The Effect of Calcium on Early Fiber Elongation in Cotton Ovule Culture

Authors: Taliercio, Earl; HAIGLER, CANDACE - North Carolina State University

Submitted to: Journal of Cotton Science
Publication Type: Peer Reviewed Journal
Publication Acceptance Date: 3/31/2011
Publication Date: 8/15/2011
Citation: Taliercio, E.W., Haigler, C. 2011. The Effect of Calcium on Early Fiber Elongation in Cotton Ovule Culture. Journal of Cotton Science. 15:154-161.

Interpretive Summary: Cotton ovular trichomes undergo four distinct stages of development to produce spinnable fiber. The first two stages of fiber development are initiation of the trichome on the ovule epidermis and rapid elongation. The fiber initial has been shown to accumulate calcium and membranes in the form of increased endoplasmic reticulum. We demonstrate that calcium plays an important role in fiber elongation during the initiation phase of fiber development. Super-optimal calcium levels inhibit fiber elongation. The calcium sensor, calmodulin, plays a role in transmitting the “elongation” signal near optimal calcium levels. Disruption of the calcium gradient actually enhances elongation, tentatively suggesting ctyoplasmic levels of calcium play a role in early fiber elongation, but a calcium gradient may not be required. Practically ovule cultures optimized for calcium at each stage of development may produce fiber more similar to in-vivo grown fiber.

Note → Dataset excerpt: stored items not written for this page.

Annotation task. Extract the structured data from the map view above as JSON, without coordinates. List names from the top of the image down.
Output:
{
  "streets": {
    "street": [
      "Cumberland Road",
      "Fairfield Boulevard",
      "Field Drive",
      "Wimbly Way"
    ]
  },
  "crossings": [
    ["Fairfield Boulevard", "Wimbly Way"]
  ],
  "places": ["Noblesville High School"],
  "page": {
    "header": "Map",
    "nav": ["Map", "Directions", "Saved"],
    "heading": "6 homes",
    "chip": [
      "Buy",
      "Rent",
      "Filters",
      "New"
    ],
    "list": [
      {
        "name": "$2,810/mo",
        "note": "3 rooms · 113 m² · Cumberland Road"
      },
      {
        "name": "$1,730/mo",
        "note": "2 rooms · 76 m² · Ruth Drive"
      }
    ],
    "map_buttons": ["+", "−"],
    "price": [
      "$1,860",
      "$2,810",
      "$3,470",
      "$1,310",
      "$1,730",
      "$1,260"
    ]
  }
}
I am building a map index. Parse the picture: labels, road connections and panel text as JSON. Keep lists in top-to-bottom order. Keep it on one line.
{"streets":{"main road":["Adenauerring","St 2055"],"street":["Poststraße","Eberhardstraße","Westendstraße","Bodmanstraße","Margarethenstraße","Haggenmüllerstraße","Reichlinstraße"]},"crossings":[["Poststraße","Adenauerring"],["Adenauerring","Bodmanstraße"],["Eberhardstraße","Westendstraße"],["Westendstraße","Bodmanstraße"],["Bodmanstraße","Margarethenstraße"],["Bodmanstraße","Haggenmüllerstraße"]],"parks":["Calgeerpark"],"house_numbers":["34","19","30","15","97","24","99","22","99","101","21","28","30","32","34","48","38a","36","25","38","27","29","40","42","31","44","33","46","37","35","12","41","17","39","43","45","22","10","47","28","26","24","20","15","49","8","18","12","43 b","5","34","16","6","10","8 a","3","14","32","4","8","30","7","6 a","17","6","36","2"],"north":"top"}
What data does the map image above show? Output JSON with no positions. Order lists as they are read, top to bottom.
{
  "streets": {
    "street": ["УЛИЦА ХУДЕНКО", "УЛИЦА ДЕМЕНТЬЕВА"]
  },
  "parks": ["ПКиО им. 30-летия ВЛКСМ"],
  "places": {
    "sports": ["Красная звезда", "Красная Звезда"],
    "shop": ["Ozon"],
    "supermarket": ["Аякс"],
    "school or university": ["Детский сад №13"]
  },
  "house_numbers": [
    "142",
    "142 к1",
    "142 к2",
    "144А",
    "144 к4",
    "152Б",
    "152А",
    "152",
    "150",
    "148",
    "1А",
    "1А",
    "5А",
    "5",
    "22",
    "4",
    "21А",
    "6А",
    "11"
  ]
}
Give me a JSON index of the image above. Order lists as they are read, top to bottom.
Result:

Technical Abstract: Cotton fibers are single-cell trichomes that initiate on the ovule epidermis. Fiber initials accumulate calcium and membranes, including ER. Multiple calcium sensors, and small GTPase proteins that may act in calcium signaling pathways and/or primary cell wall biosynthesis were present in fiber initials where they may play a role in early fiber development. This research expands the evidence that calcium is a key regulator of fiber morphogenesis. Culturing ovules in vitro showed that higher calcium levels in the culture medium inhibited early fiber elongation, with the most sensitivity occurring in the first two days after flowering. Treatment with TFP, an inhibitor of calcium-dependent calmodulin signaling, resulted in shorter fibers. Treatment with calcimycin, an ionophore that can disrupt a calcium gradient, resulted in longer fibers. Expansin transcript levels in the fiber were highest when ovules were cultured in the low calcium medium that also promoted fiber elongation. These data provide evidence that calcium and calcium signaling exert regulatory roles during fiber initiation.